Gavin McCullagh gmccullagh at gmail.com
Thu Jul 31 17:31:07 BST 2008


Hi,

On Thu, 31 Jul 2008, Mon Sagullo wrote:

> I just recently plunged into 40 very fat clients for our new lab in
> school:-) 
> 
> Kindly correct me if I am wrong, but can I make a list of users -
> students with their respective log-in names and password - on one
> desktop, then copy this configuration file (I don't exactly know how to
> refer to this), and then copy this on all the desktops so all the
> students can use any of the computers with the same username and password
> - without me doing this manually on all the units?

You can do it, but you should _strongly_ consider learning NIS instead.
It's relatively quick to set up and it means new accounts automatically
propogate across all machines the moment you create them on the server.

	https://help.ubuntu.com/community/SettingUpNISHowTo

> From my corner of the globe, I still could not find a real supplier for
> "thin and net appliance." And with what I have read from this listgroup
> about the issues on smoothing out the "friendship" between thin clients
> and an Ubuntu server, I chose what I believe is the more manageable
> approach, considering my situation as described in the above paragraph:

We've never used specific thin client hardware, we just use old computers.
That generally works great for us.  Experience will vary depending on your
position on the globe, but with a decent server, that scales very well for
us.

> Any script to minimize this tedious routine would be much appreciated. 

NIS (or better yet LDAP) is the real answer to this problem.  A little
reading and experimenting will make your life so much easier.

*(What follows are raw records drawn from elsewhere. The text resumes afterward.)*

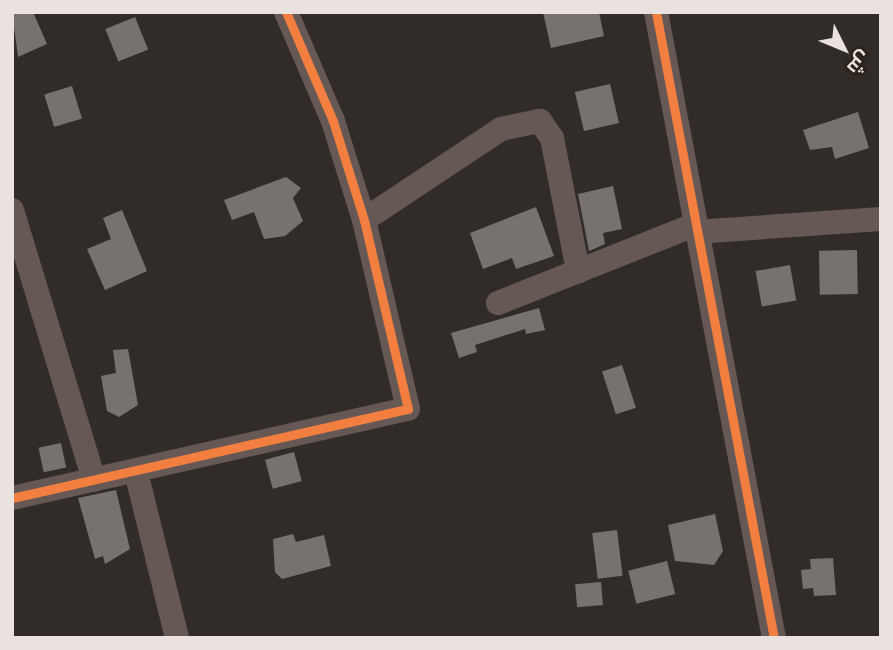 <!DOCTYPE html>
<html>
<head>
<meta charset="utf-8">
<style>
  body { margin:0 }
  #map { position:relative; width:893px; height:650px; overflow:hidden; background:#322c29; font-family:Georgia,Cairo,serif }
  div>[style] { position:absolute }
  .building>* { inset:0; background:#77726f; transform-origin:0 0 }
  .minor>* { height:24px; margin:-12px; padding:0 12px; transform-origin:12px; border-radius:12px; background:#665955 }
  .cycleway>* { height:9px; margin:-4.5px; padding:0 4.5px; transform-origin:4.5px; border-radius:4.5px; background:#f27e40 }
  span { translate:-50% -50%; white-space:nowrap; text-align:center; line-height:1.15; -webkit-text-stroke:7px #2c221b; paint-order:stroke }
  .frame { position:absolute; inset:0; border:14px solid #eae2de; pointer-events:none }
  .north { position:absolute; left:809px; top:14px; width:70px; height:70px; -webkit-text-stroke:5px #2c221b; paint-order:stroke; rotate:133deg; font-size:19px; font-weight:700; line-height:28px; text-align:center; color:#eae2de }
  .north::after { content:''; display:block; margin:auto; width:24px; height:32px; background:#eae2de; clip-path:polygon(50% 0,100% 100%,50% 72%,0 100%) }
</style>
</head>
<body>
<div id="map">
  <div class="building">
    <i style="clip-path:polygon(12px 12px,33px 12px,47px 44px,18px 57px)"></i>
    <i style="clip-path:polygon(543px 12px,599px 12px,604px 36px,551px 48px)"></i>
    <i style="left:135px;top:17px;width:35px;height:32px;rotate:68deg"></i>
    <i style="left:610px;top:84px;width:40px;height:36px;rotate:77deg"></i>
    <i style="left:72px;top:86px;width:34px;height:29px;rotate:73deg"></i>
    <i style="clip-path:polygon(858px 112px,869px 148px,835px 159px,832px 147px,810px 150px,803px 130px)"></i>
    <i style="clip-path:polygon(286px 177px,301px 188px,293px 198px,303px 221px,285px 236px,264px 239px,254px 212px,232px 220px,224px 200px)"></i>
    <i style="clip-path:polygon(613px 186px,622px 229px,603px 233px,605px 244px,589px 251px,578px 194px)"></i>
    <i style="clip-path:polygon(536px 207px,554px 256px,516px 269px,512px 258px,483px 269px,470px 233px)"></i>
    <i style="clip-path:polygon(122px 210px,147px 271px,105px 290px,87px 249px,111px 239px,103px 218px)"></i>
    <i style="left:857px;top:250px;width:44px;height:38px;rotate:89deg"></i>
    <i style="left:790px;top:265px;width:36px;height:35px;rotate:80deg"></i>
    <i style="clip-path:polygon(539px 308px,545px 330px,526px 334px,525px 329px,475px 345px,477px 352px,459px 358px,451px 333px)"></i>
    <i style="clip-path:polygon(128px 349px,138px 405px,119px 417px,107px 411px,101px 376px,116px 373px,113px 350px)"></i>
    <i style="left:622px;top:365px;width:45px;height:21px;rotate:72deg"></i>
    <i style="left:61px;top:443px;width:25px;height:23px;rotate:78deg"></i>
    <i style="left:294px;top:452px;width:30px;height:30px;rotate:75deg"></i>
    <i style="clip-path:polygon(116px 490px,130px 549px,105px 564px,103px 556px,95px 559px,78px 498px)"></i>
    <i style="clip-path:polygon(715px 514px,723px 551px,714px 565px,675px 561px,668px 525px)"></i>
    <i style="left:617px;top:530px;width:46px;height:25px;rotate:83deg"></i>
    <i style="clip-path:polygon(293px 534px,296px 542px,324px 535px,331px 566px,282px 579px,275px 572px,273px 539px)"></i>
    <i style="clip-path:polygon(833px 558px,836px 595px,814px 596px,813px 588px,803px 589px,801px 570px,811px 569px,810px 559px)"></i>
    <i style="left:667px;top:561px;width:34px;height:40px;rotate:76deg"></i>
    <i style="left:601px;top:582px;width:23px;height:26px;rotate:85deg"></i>
  </div>
  <div class="minor">
    <i style="left:656px;top:12px;width:637px;rotate:79.33deg"></i>
    <i style="left:12px;top:210px;width:282px;rotate:73.1deg"></i>
    <i style="left:364px;top:220px;width:164px;rotate:-33.6deg"></i>
    <i style="left:501px;top:129px;width:40px;rotate:-12deg"></i>
    <i style="left:540px;top:121px;width:21px;rotate:55deg"></i>
    <i style="left:552px;top:138px;width:136px;rotate:78.9deg"></i>
    <i style="left:695px;top:232px;width:186px;rotate:-4deg"></i>
    <i style="left:498px;top:303px;width:211px;rotate:-21.7deg"></i>
    <i style="left:136px;top:472px;width:171px;rotate:76.1deg"></i>
    <i style="left:12px;top:498px;width:406px;rotate:-12.7deg"></i>
    <i style="left:408px;top:409px;width:194px;rotate:-103.1deg"></i>
    <i style="left:364px;top:220px;width:104px;rotate:-107.4deg"></i>
    <i style="left:333px;top:121px;width:119px;rotate:-113.3deg"></i>
  </div>
  <div class="cycleway">
    <i style="left:656px;top:12px;width:637px;rotate:79.33deg"></i>
    <i style="left:12px;top:498px;width:406px;rotate:-12.7deg"></i>
    <i style="left:408px;top:409px;width:194px;rotate:-103.1deg"></i>
    <i style="left:364px;top:220px;width:104px;rotate:-107.4deg"></i>
    <i style="left:333px;top:121px;width:119px;rotate:-113.3deg"></i>
  </div>
  <div class="frame"></div>
  <div class="north">ش</div>
</div>
</body>
</html> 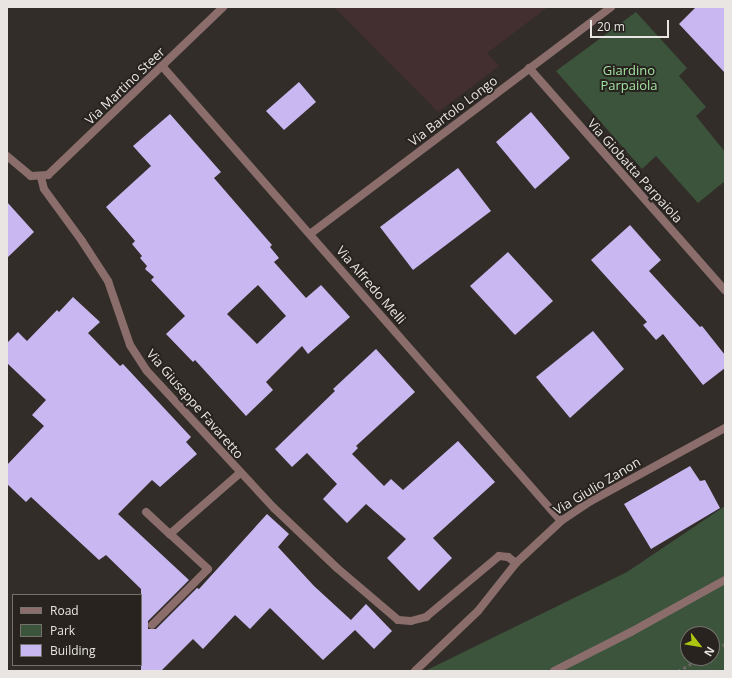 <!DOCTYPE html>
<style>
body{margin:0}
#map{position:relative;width:732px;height:678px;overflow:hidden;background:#322d29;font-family:"Open Sans",sans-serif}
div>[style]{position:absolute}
.education>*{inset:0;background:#442f30}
.green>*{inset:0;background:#3b543b}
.building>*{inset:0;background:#c8b7f1}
.path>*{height:2.5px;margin-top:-1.25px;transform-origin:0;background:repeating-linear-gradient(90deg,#696561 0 3px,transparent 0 6px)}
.minor>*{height:8px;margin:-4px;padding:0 4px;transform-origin:4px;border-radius:4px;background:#8b6e6c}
.tertiary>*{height:8px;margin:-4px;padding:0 4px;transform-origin:4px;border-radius:4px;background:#8b6e6c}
span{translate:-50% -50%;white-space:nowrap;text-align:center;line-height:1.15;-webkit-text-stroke:4px #28231f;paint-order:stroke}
.park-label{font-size:13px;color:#a0e3a1}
.street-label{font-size:13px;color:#e8e5e2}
.frame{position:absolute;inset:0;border:8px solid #e8e5e2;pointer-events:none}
.legend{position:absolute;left:12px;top:594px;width:130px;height:72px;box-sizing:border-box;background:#28231f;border:1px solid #75716d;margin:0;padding:5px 7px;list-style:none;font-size:12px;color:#e8e5e2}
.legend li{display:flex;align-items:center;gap:8px;height:20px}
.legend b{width:20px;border:1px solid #75716d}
.north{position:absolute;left:680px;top:626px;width:40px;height:40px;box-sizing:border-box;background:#28231f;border:1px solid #75716d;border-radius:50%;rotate:121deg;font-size:11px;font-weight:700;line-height:16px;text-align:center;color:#e8e5e2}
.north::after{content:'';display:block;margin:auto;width:14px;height:18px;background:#adc610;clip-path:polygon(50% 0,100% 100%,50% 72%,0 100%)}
.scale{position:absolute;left:590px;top:20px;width:79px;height:18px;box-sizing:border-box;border:2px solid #e8e5e2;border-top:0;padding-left:5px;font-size:12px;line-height:14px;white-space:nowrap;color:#e8e5e2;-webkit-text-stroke:3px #28231f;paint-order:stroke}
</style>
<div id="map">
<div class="education">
<div style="clip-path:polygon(334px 7px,548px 7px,487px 53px,499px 66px,438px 112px)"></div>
</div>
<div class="green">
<div style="clip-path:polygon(636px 12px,687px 68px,679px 76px,706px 107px,696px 116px,725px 152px,725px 181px,698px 203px,656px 156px,642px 169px,556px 71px)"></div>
<div style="clip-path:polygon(evenodd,725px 506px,725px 671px,425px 671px,627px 572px,725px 506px,688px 634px,712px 634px,712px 658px,688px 658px,688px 634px)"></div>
</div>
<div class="building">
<div style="clip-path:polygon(696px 7px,725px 7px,725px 73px,679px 24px)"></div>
<div style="clip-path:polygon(299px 82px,316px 102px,284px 130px,266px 111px)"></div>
<div style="clip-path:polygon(531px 112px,570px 158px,535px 189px,496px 142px)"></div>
<div style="clip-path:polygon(evenodd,170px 114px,221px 172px,214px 178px,272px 245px,270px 247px,279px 258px,274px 262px,306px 298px,321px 285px,350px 317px,308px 354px,302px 346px,266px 382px,273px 390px,246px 416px,195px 360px,193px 362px,166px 334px,185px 316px,151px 280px,154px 277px,145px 269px,147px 266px,140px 258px,142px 256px,132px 244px,135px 241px,106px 207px,151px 166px,133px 146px,170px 114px,258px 285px,286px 316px,257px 344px,227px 314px,258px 285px)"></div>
<div style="clip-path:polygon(458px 168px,491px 211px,413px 270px,380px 227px)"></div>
<div style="clip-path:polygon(7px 202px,34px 232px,7px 258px)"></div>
<div style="clip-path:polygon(630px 225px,661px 260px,649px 271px,700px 327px,702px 326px,725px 355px,725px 368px,703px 385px,663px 334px,656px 340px,643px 325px,647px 322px,591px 260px)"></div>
<div style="clip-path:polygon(508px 252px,553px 301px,515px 335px,470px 286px)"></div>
<div style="clip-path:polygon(73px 297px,100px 322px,88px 333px,120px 366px,123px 364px,191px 437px,186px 442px,197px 454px,160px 487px,152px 480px,118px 514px,189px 580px,148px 621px,148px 629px,156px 629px,197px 588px,199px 589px,267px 514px,289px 534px,278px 547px,314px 586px,351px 620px,366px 604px,392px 631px,374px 649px,355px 630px,323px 660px,270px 608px,250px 629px,235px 615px,203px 649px,193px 639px,161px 671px,141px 671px,141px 589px,106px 555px,99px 560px,31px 497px,26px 502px,7px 484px,7px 465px,44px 426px,32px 415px,46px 400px,7px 363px,7px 343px,18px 332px,27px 341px,57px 310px,59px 312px)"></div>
<div style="clip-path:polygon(593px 331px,624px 369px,570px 418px,536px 377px)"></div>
<div style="clip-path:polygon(376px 349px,415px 392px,356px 446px,358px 448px,352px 454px,384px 486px,391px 479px,403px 490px,458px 441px,495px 482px,433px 538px,452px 558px,419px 591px,387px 558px,406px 539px,366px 504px,347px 523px,323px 499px,337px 484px,307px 453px,292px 467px,275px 449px,335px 391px,333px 389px)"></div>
<div style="clip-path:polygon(690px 466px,700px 481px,705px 480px,720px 508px,651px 549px,624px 504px)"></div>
</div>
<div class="path">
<div style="left:712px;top:652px;width:15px;rotate:-32deg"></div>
<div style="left:678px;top:671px;width:26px;rotate:-29deg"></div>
</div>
<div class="minor">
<div style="left:162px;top:66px;width:605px;rotate:48.75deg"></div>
<div style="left:529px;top:68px;width:296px;rotate:48.6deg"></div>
<div style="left:7px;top:156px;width:31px;rotate:40deg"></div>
<div style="left:31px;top:176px;width:17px;rotate:-3deg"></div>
<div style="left:48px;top:175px;width:243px;rotate:-43.8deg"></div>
<div style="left:41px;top:177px;width:12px;rotate:76deg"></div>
<div style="left:44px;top:189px;width:64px;rotate:53.8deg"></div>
<div style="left:82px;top:241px;width:48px;rotate:57deg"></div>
<div style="left:108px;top:281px;width:68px;rotate:71deg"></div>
<div style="left:130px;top:345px;width:31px;rotate:57deg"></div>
<div style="left:147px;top:371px;width:187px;rotate:47.2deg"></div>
<div style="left:274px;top:508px;width:87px;rotate:43.6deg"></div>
<div style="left:337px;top:568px;width:80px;rotate:40.4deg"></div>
<div style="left:398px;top:620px;width:13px;rotate:4deg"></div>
<div style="left:411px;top:621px;width:16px;rotate:-15deg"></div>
<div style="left:426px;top:617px;width:95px;rotate:-39.9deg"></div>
<div style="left:499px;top:556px;width:9px;rotate:6deg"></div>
<div style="left:508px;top:557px;width:10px;rotate:37deg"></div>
<div style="left:310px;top:234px;width:377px;rotate:-37deg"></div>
<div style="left:146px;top:512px;width:33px;rotate:43deg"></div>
<div style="left:170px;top:534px;width:93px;rotate:-41.1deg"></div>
<div style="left:152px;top:625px;width:79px;rotate:-45deg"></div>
<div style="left:208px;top:569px;width:52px;rotate:-137.4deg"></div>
<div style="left:415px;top:671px;width:87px;rotate:-43.6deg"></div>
<div style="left:478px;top:611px;width:61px;rotate:-51.6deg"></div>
<div style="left:516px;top:563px;width:62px;rotate:-43deg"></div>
<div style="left:561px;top:521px;width:36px;rotate:-34deg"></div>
<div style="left:591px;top:501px;width:153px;rotate:-28.6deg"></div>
</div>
<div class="tertiary">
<div style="left:554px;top:671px;width:86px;rotate:-26.9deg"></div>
<div style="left:631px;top:632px;width:107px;rotate:-29deg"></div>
</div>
<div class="park-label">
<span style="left:629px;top:78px">Giardino<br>Parpaiola</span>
</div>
<div class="street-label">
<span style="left:125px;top:86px;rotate:-44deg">Via Martino Steer</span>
<span style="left:453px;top:111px;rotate:-37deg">Via Bartolo Longo</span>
<span style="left:635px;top:171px;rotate:48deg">Via Giobatta Parpaiola</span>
<span style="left:371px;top:285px;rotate:49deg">Via Alfredo Melli</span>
<span style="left:195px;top:404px;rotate:49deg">Via Giuseppe Favaretto</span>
<span style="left:597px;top:486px;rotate:-31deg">Via Giulio Zanon</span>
</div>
<div class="frame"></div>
<ul class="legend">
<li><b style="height:5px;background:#8b6e6c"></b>Road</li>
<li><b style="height:11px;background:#3b543b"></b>Park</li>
<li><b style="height:11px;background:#c8b7f1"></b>Building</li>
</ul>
<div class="north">N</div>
<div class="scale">20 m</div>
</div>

> I am glad to have stumbled on how to do a timed-shutdown :-)

sudo at 23:00<enter>
shutdown -h now<enter>
press <ctrl>-d

"at" is a very useful command.

> So far, the "repeatable" success rate is far from okay when I try setting
> the wireless NICs to roaming, then type in the password after the prompt;
> enabled MAC filtering thrown in. I noticed that the "repeat success"
> seems to slide down when I have more than one wireless AP/Router within
> range. ??

Your desktops are on wireless?  If they're fixed to their locations, don't
use roaming mode.  Instead, use "manual configuration", set the essid, etc.
That will work more reliably.  You can usually set the BIOS to turn the
machine on at a particular time (eg 9am) and you can add a line to
/etc/crontab like this:

00 23	* * *	root	shutdown -r now

which will shutdown every night at 23:00.